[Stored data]
■ ■ ■ ■ ■ ■ ■

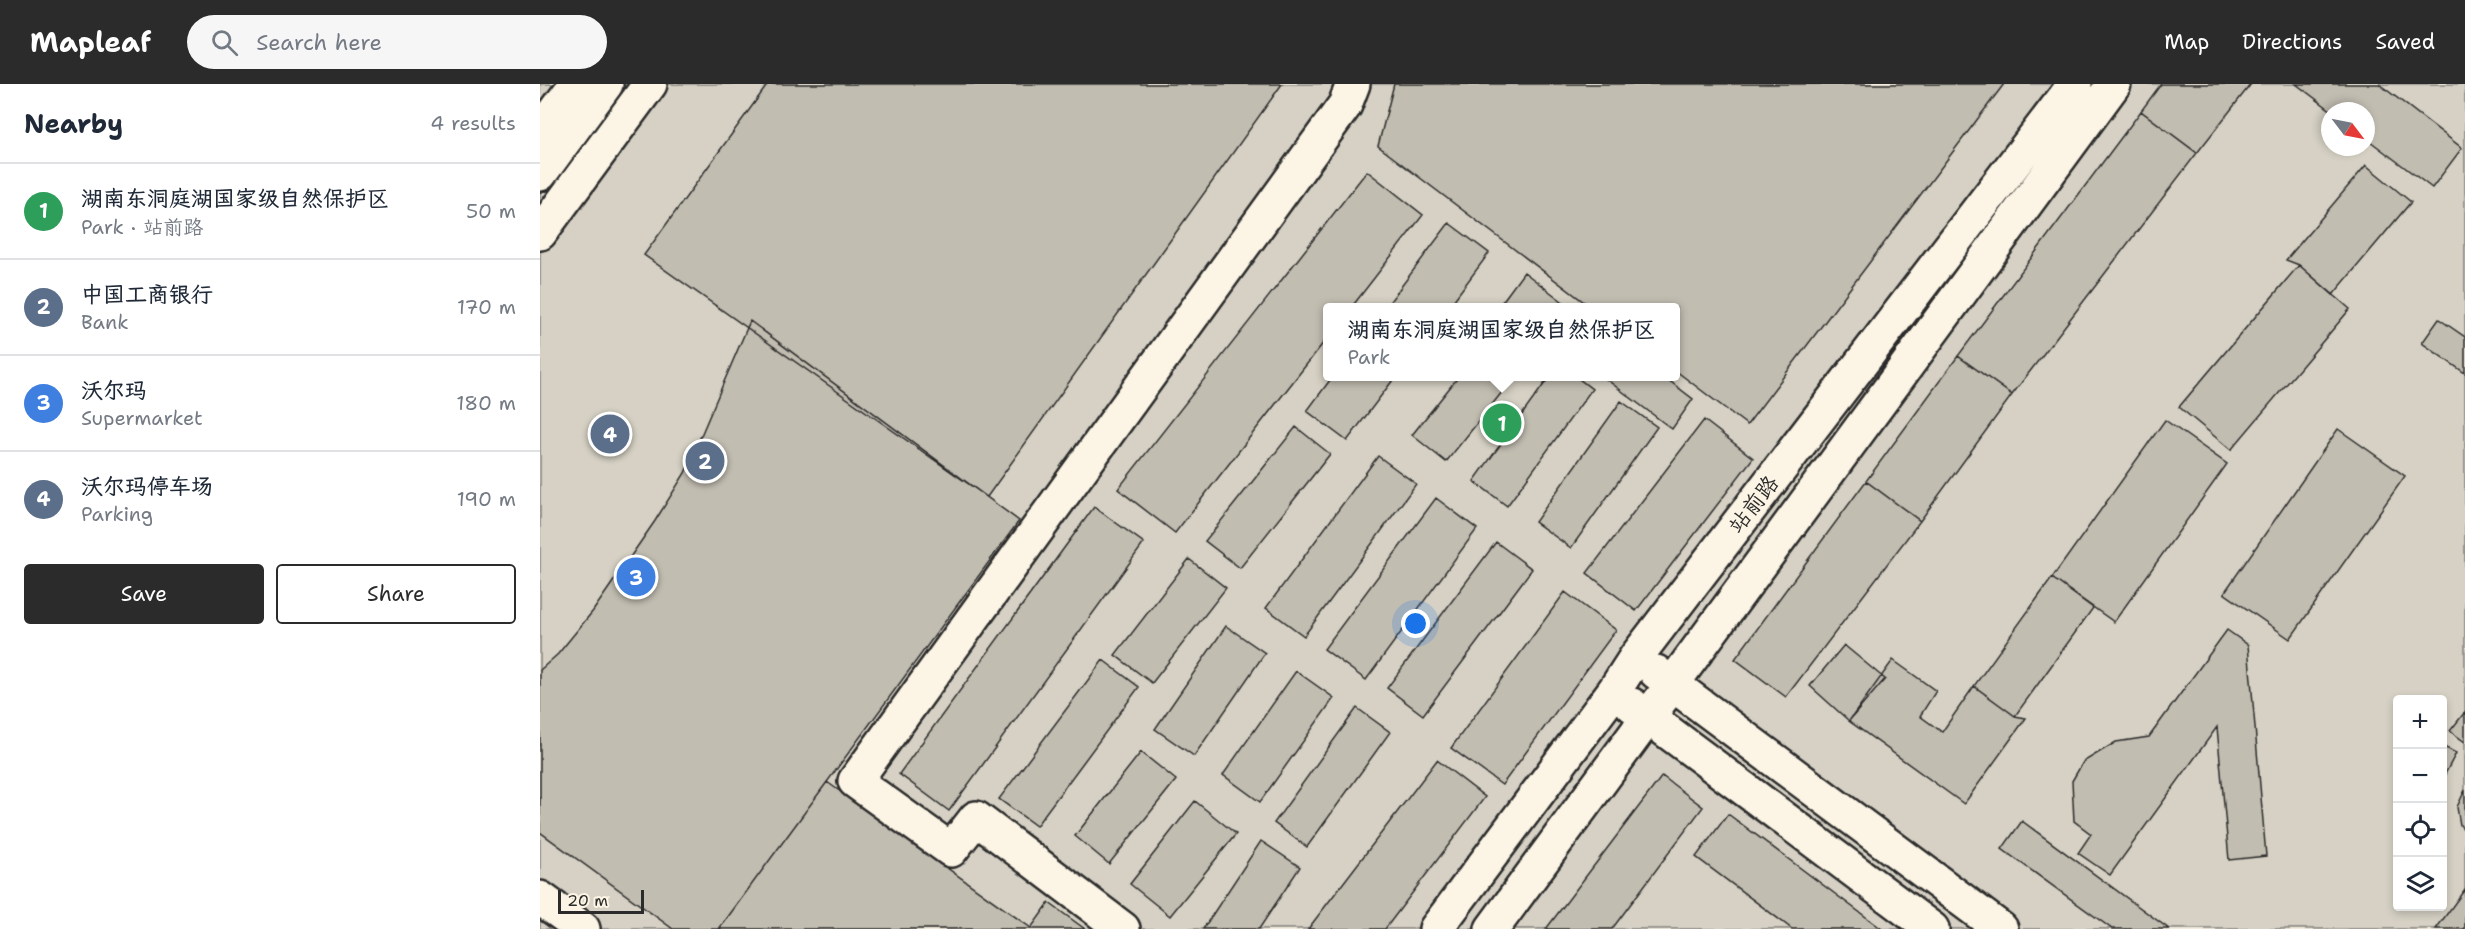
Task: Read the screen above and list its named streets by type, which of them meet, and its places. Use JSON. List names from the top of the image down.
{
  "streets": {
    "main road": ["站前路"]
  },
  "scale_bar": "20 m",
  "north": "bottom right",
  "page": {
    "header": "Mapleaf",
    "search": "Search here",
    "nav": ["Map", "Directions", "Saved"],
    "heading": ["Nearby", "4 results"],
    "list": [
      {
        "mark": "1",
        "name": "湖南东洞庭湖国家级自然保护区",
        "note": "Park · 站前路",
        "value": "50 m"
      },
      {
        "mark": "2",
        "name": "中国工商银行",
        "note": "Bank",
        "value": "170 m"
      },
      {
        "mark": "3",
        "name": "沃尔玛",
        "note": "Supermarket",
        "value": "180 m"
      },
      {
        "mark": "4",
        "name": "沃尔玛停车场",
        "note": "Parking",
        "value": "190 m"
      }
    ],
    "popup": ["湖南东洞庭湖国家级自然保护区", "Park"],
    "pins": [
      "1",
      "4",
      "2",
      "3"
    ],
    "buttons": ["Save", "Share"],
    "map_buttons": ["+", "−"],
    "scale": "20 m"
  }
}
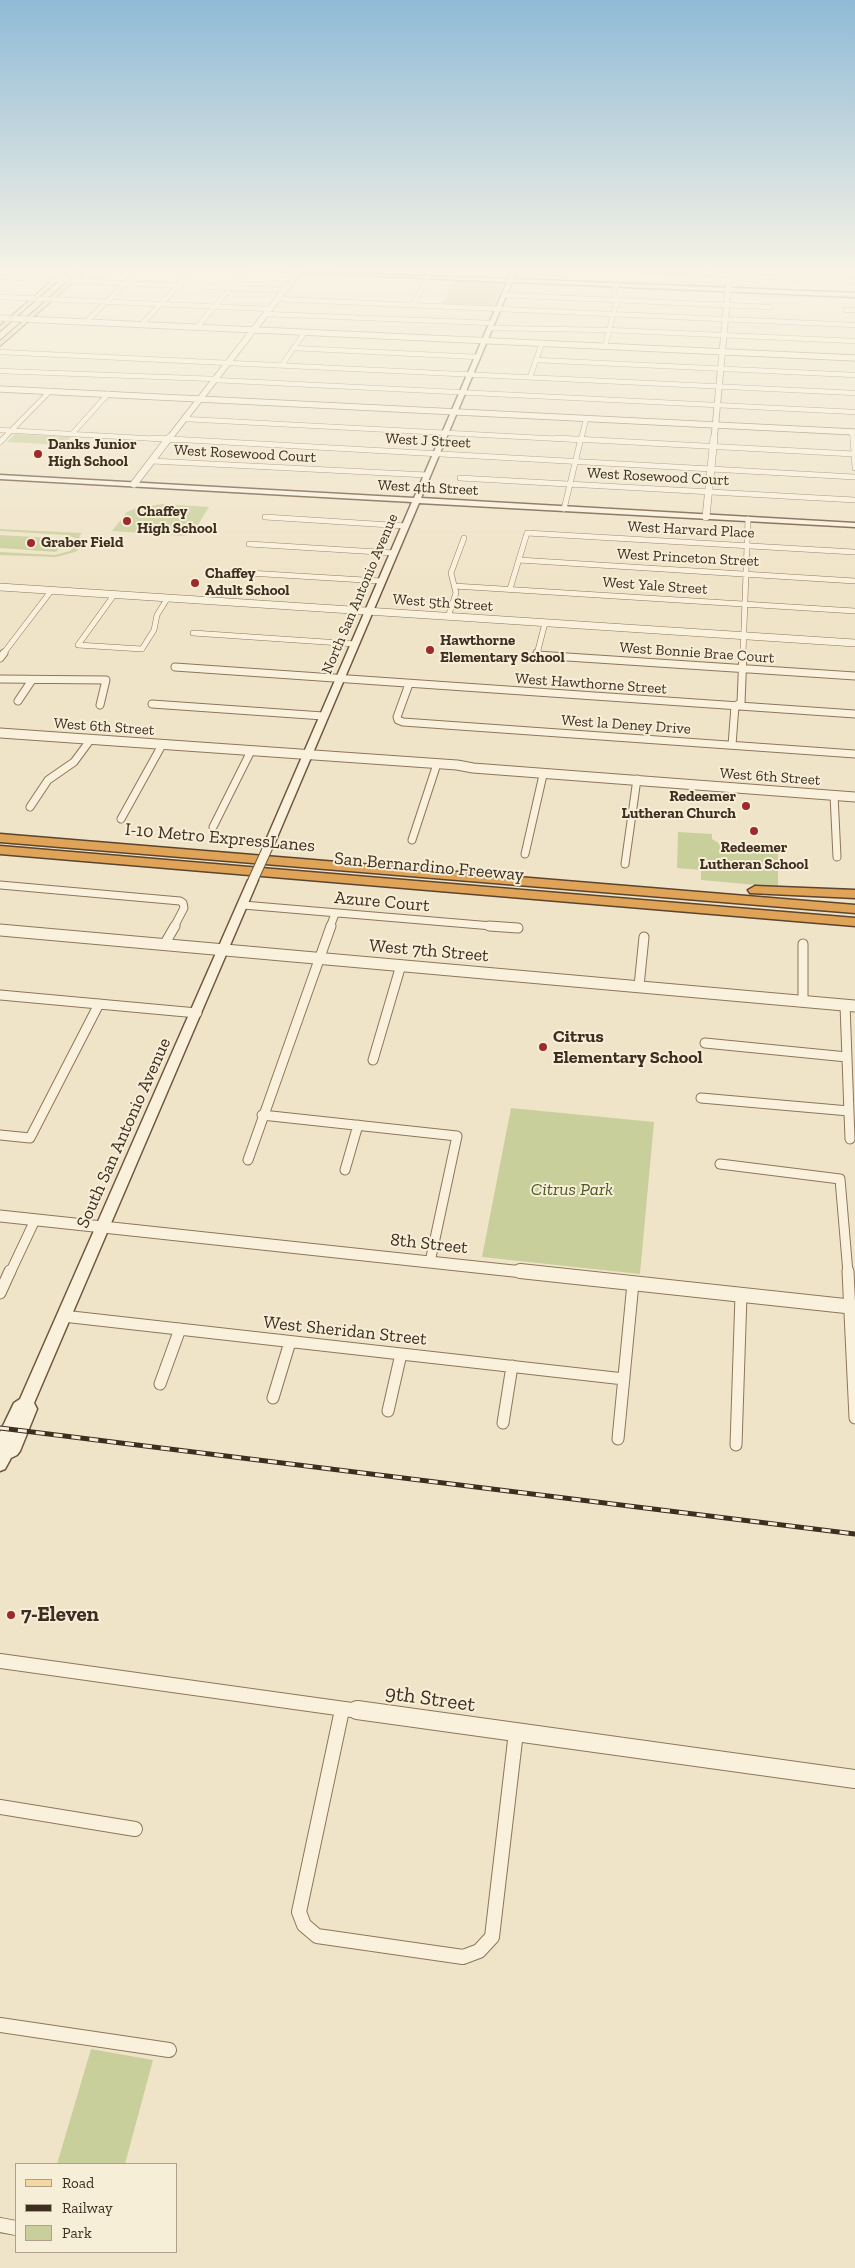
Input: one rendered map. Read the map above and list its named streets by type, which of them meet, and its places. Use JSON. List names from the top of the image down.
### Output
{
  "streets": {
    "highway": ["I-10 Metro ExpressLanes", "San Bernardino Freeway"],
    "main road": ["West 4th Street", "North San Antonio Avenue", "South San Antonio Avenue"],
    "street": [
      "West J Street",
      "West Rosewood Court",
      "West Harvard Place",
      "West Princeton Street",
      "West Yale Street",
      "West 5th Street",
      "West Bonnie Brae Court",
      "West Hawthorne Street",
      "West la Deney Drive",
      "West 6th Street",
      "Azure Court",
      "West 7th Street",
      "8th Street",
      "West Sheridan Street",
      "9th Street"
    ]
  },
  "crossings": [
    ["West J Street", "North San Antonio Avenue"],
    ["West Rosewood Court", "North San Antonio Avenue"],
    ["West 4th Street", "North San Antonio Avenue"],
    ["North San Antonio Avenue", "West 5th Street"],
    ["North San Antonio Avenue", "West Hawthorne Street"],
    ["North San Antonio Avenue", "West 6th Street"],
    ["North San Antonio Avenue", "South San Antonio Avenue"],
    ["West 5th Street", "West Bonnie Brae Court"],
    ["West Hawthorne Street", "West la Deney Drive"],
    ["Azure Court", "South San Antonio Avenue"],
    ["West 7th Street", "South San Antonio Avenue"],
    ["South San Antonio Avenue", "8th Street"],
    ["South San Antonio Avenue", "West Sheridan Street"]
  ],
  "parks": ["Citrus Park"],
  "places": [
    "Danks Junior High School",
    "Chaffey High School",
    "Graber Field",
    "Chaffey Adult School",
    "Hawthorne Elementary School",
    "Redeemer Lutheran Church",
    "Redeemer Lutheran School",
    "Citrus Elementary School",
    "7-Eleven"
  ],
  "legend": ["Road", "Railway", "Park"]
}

■ ■ ■ ■ ■ ■ ■

INSTRUCTIONS TO FOLLOW:
When you reach a picture in the records above, pass over it and transcribe the rest exactly.

ANSWER TO THE PROBLEM:
Task: Read the screen above and list its named streets by type, which of them meet, and its places. Use JSON. List names from the top of the image down.
{
  "streets": {
    "main road": ["站前路"]
  },
  "scale_bar": "20 m",
  "north": "bottom right",
  "page": {
    "header": "Mapleaf",
    "search": "Search here",
    "nav": ["Map", "Directions", "Saved"],
    "heading": ["Nearby", "4 results"],
    "list": [
      {
        "mark": "1",
        "name": "湖南东洞庭湖国家级自然保护区",
        "note": "Park · 站前路",
        "value": "50 m"
      },
      {
        "mark": "2",
        "name": "中国工商银行",
        "note": "Bank",
        "value": "170 m"
      },
      {
        "mark": "3",
        "name": "沃尔玛",
        "note": "Supermarket",
        "value": "180 m"
      },
      {
        "mark": "4",
        "name": "沃尔玛停车场",
        "note": "Parking",
        "value": "190 m"
      }
    ],
    "popup": ["湖南东洞庭湖国家级自然保护区", "Park"],
    "pins": [
      "1",
      "4",
      "2",
      "3"
    ],
    "buttons": ["Save", "Share"],
    "map_buttons": ["+", "−"],
    "scale": "20 m"
  }
}
Input: one rendered map. Read the map above and list its named streets by type, which of them meet, and its places. Use JSON. List names from the top of the image down.
### Output
{
  "streets": {
    "highway": ["I-10 Metro ExpressLanes", "San Bernardino Freeway"],
    "main road": ["West 4th Street", "North San Antonio Avenue", "South San Antonio Avenue"],
    "street": [
      "West J Street",
      "West Rosewood Court",
      "West Harvard Place",
      "West Princeton Street",
      "West Yale Street",
      "West 5th Street",
      "West Bonnie Brae Court",
      "West Hawthorne Street",
      "West la Deney Drive",
      "West 6th Street",
      "Azure Court",
      "West 7th Street",
      "8th Street",
      "West Sheridan Street",
      "9th Street"
    ]
  },
  "crossings": [
    ["West J Street", "North San Antonio Avenue"],
    ["West Rosewood Court", "North San Antonio Avenue"],
    ["West 4th Street", "North San Antonio Avenue"],
    ["North San Antonio Avenue", "West 5th Street"],
    ["North San Antonio Avenue", "West Hawthorne Street"],
    ["North San Antonio Avenue", "West 6th Street"],
    ["North San Antonio Avenue", "South San Antonio Avenue"],
    ["West 5th Street", "West Bonnie Brae Court"],
    ["West Hawthorne Street", "West la Deney Drive"],
    ["Azure Court", "South San Antonio Avenue"],
    ["West 7th Street", "South San Antonio Avenue"],
    ["South San Antonio Avenue", "8th Street"],
    ["South San Antonio Avenue", "West Sheridan Street"]
  ],
  "parks": ["Citrus Park"],
  "places": [
    "Danks Junior High School",
    "Chaffey High School",
    "Graber Field",
    "Chaffey Adult School",
    "Hawthorne Elementary School",
    "Redeemer Lutheran Church",
    "Redeemer Lutheran School",
    "Citrus Elementary School",
    "7-Eleven"
  ],
  "legend": ["Road", "Railway", "Park"]
}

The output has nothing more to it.